● Input data:

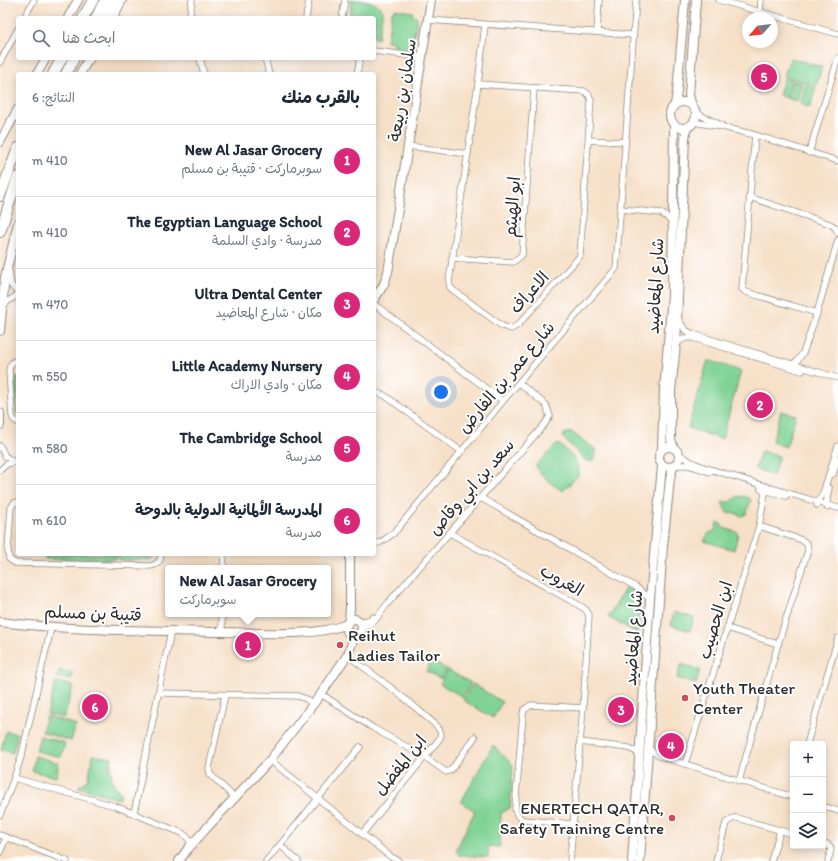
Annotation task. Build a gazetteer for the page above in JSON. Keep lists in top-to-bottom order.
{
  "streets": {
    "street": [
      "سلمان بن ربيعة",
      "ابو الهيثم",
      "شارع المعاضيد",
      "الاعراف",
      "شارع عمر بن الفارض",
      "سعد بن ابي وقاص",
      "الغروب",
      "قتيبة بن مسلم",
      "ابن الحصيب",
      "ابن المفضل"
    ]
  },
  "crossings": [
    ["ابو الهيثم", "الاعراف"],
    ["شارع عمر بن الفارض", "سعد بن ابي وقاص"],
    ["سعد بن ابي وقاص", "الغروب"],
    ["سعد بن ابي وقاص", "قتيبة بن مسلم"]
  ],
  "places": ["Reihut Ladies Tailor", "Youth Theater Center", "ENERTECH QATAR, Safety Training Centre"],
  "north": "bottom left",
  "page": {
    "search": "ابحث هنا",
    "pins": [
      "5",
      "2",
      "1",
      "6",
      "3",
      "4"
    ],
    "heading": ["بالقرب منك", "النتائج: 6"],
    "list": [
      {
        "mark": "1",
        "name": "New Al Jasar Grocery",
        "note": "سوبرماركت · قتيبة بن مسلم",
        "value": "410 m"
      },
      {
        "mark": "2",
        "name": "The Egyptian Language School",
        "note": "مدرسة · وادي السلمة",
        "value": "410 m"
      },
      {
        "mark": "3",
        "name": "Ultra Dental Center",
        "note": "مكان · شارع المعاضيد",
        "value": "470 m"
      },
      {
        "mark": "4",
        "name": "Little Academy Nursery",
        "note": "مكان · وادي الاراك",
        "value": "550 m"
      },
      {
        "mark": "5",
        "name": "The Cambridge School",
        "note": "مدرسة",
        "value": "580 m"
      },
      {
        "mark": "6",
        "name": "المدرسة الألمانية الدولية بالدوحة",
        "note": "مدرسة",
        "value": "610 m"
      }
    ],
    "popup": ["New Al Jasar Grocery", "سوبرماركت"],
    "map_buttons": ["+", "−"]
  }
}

● Exercise directions: Look through the listing above and copy each line where the string "قتيبة" occurs.

● Result of this task:
      "قتيبة بن مسلم",
    ["سعد بن ابي وقاص", "قتيبة بن مسلم"]
        "note": "سوبرماركت · قتيبة بن مسلم",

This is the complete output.